Search code examples
google-sheetsgoogle-sheets-formulavlookupspreadsheetdata-analysis

Get lowest maximum value across various ranges in Google Sheets


I'm doing some recreational data analysis and after spending a the day learning how to use VLOOKUP() I've hit a wall I don't think I can figure out through just googling. I have a dataset of a bunch of ideas, linked to the people I want to do them with, a bunch of names associated with them, and the subjects of the ideas. I've been doing fun stuff like how many ideas each subject has, how much of a person's ideas are about a given subject, and how much of a subject's ideas are with a given person. I've also been working out some stats for the whole sheet: total ideas, average ideas per person, average ideas per subject, who has the largest "subject monopoly", whatever seems interesting.

I want to have a stat for who has the most diverse range of subjects, which I would want to indicate by checking who has the lowest highest "subject focus" (how much of a person's ideas are a given subject). I know how I would do this with javascript or python: I want to run through all the "subject focus" values, dividing them up by person, and discarding all but the highest per-person. Then I compare each of these "maximum subject focuses", and pick out the lowest, and display the name associated.

Despite how clear it is in my head, I have no idea how to actually start doing that in Google Sheets. Any advice? Has anyone had to perform a similar operation?

Edit: So the closest I've gotten is to make a new column populated with the formula =if(MAX(FILTER(G:G, A:A=A3)) = 0, "", MAX(FILTER(G:G, A:A=A3))), where G:G is where I have the "subject focus" of a given person, and A:A is the name of the person (it starts at A3 because rows 1 and 2 are header). Then, to display the stat, I just have =CONCATENATE("Most diverse idea list: ", VLOOKUP(MIN(J3:J), {J3:J,A3:A}, 2, FALSE), " (", TEXT(ROUND(MIN(J3:J) * 100, 2), "#.00"), "% max focus)"), where J:J is the new column I added. It works, but obviously this is incredibly messy and if there's a way to do this without making a whole new column for data storage that would be much preferred.

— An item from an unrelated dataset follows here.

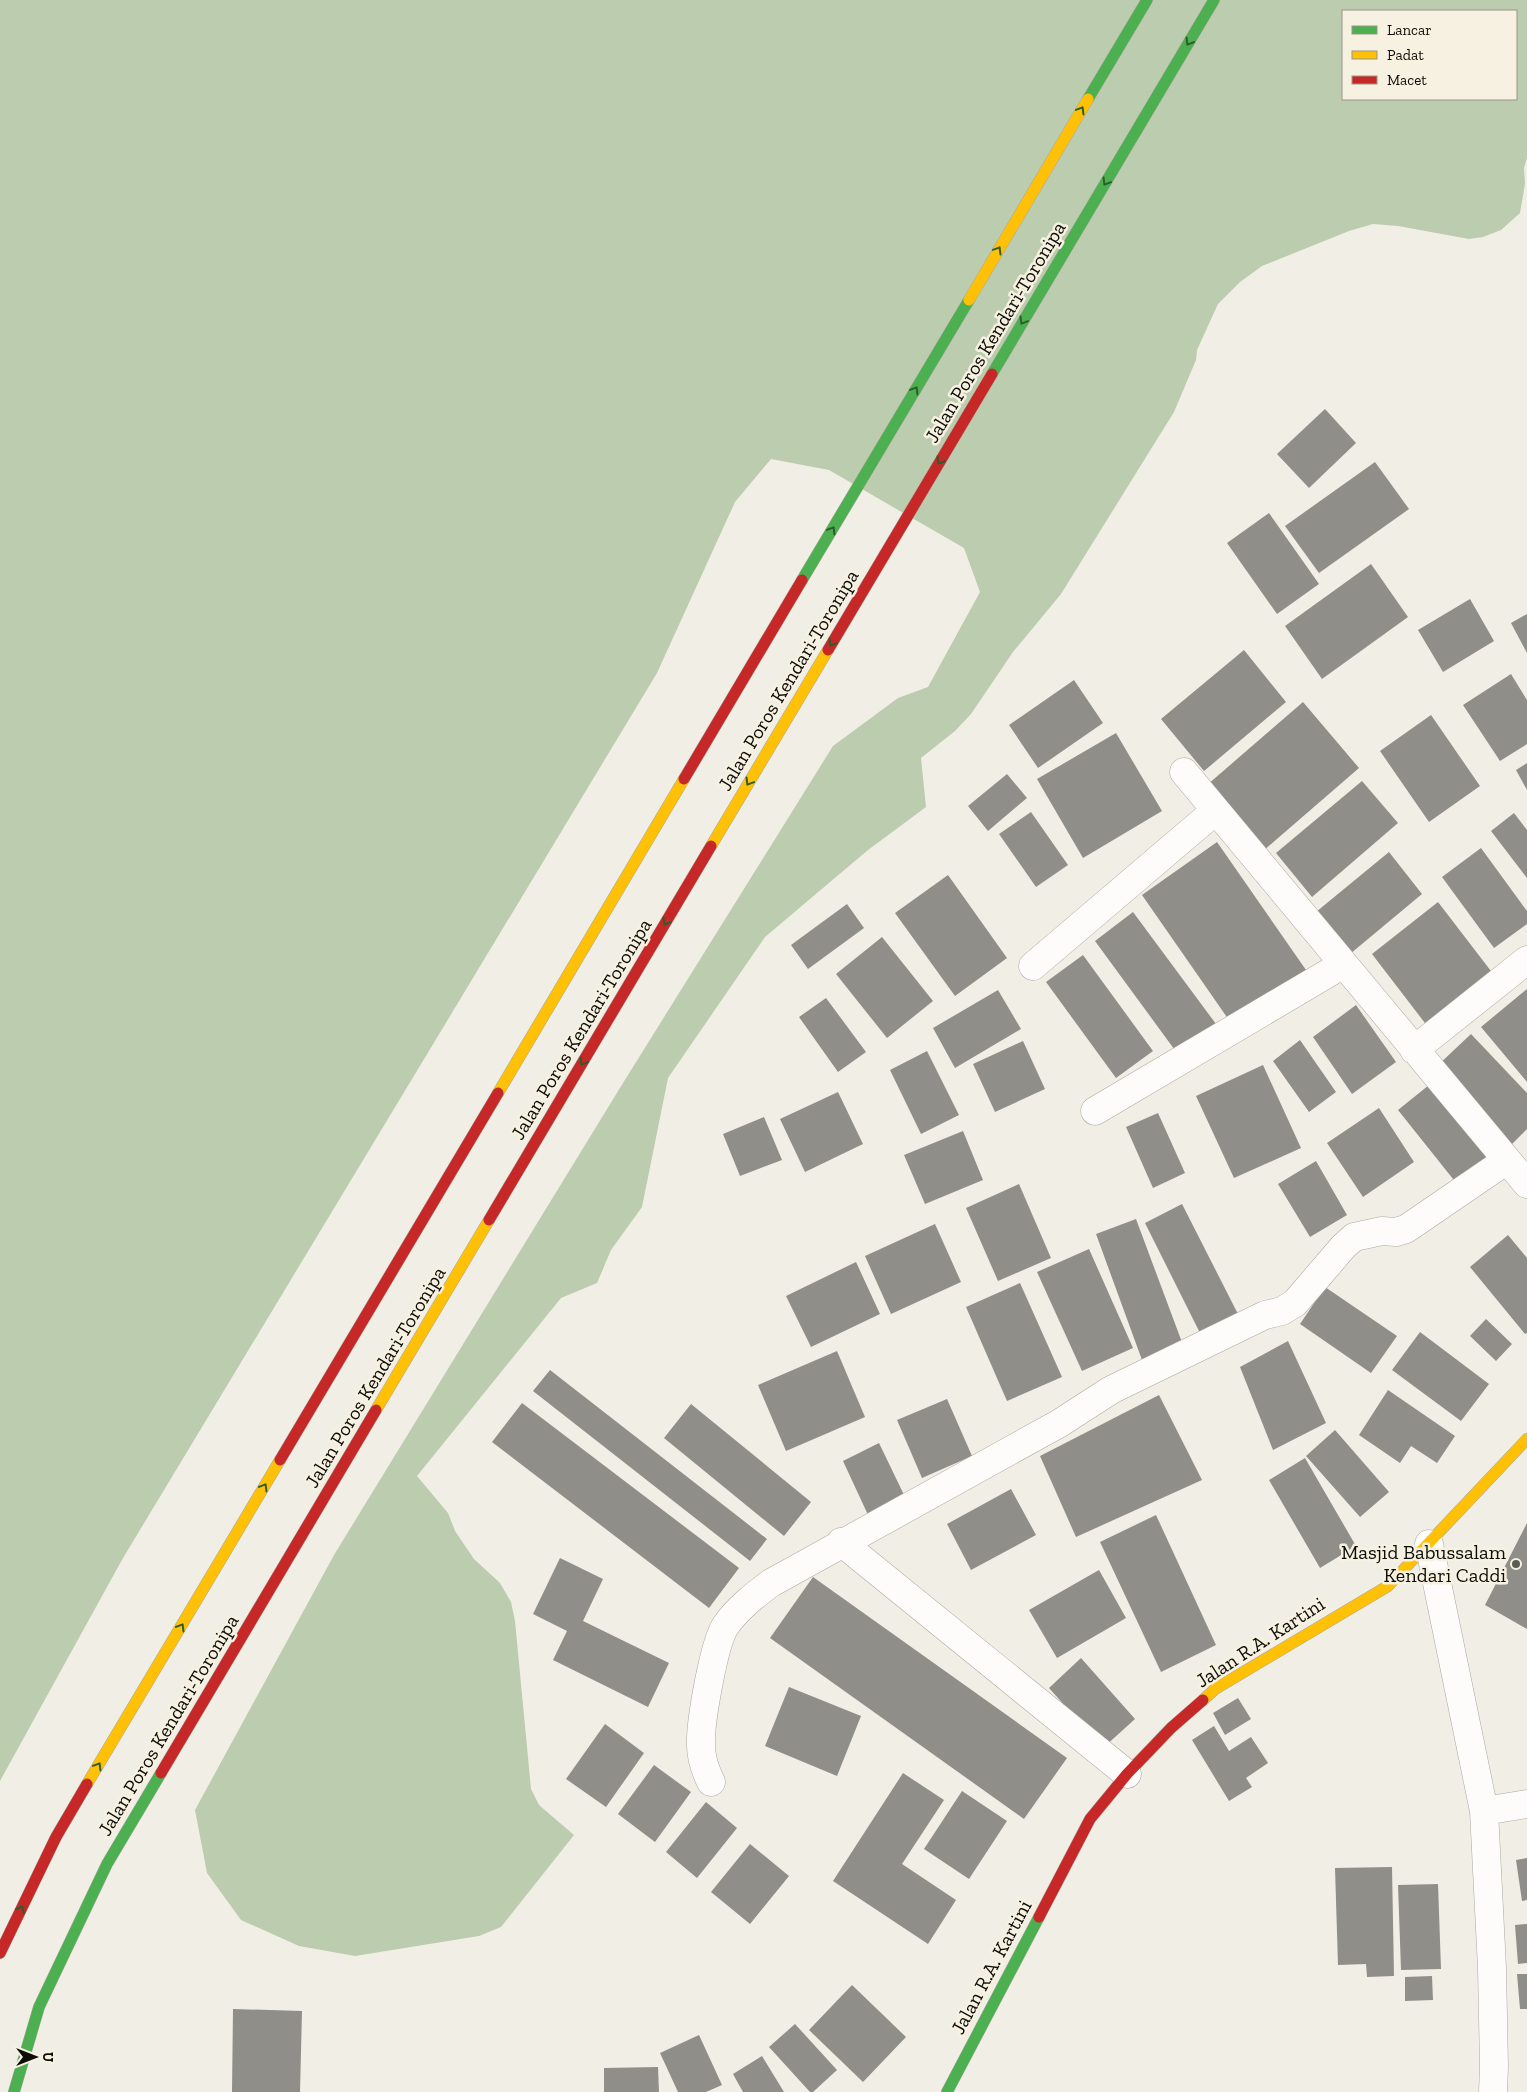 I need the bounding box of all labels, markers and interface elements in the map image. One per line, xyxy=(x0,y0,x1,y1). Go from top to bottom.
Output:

Edit 2: Here's a general mockup of the sheet I'm using, since I'd rather not share it directly.


Solution

  • Use query() to get the max value in G grouped by the names in column A, and wrap it in another query() to get just the first result. Put this formula in cell N1:

    =query( 
      query( 
        A1:H, 
        "select A, max(G) 
         where A is not null 
         and G is not null 
         group by A", 
        1 
      ), 
      "order by Col2 asc 
       limit 1", 
      1 
    )
    

    ...and this formula in cell I16:

    ="Most diverse idea list: " & N2 & " (" & text(O2, "#.00%") & " max focus)"
    

    To see how this works, try putting this formula in cell K1:

    =query( 
      A1:H, 
      "select A, max(G) 
       where A is not null 
       and G is not null 
       group by A", 
      1 
    )
    

    If you need to place these results in column J for each name, put this formula in cell J3:

    =arrayformula( 
      iferror( 
        vlookup( 
          A3:A, 
          K2:L, 
          columns(K2:L), 
          false 
        ) 
      ) 
    )
    

    This is an array formula that fills whole column in one go, so you will have to clear column J3:J before inserting the formula to make room for the results.

    To put the first two formulas together so that no helper columns are needed, use this:

    ="Most diverse idea list: " & 
    join( " (", 
      query( 
        query( 
          A2:H, 
          "select A, max(G) 
           where A is not null 
           and G is not null 
           group by A 
           label max(G) '' 
           format max(G) '0.00%' ", 
          0 
        ), 
        "order by Col2 asc 
         limit 1", 
        0 
      ) 
    ) & " max focus)"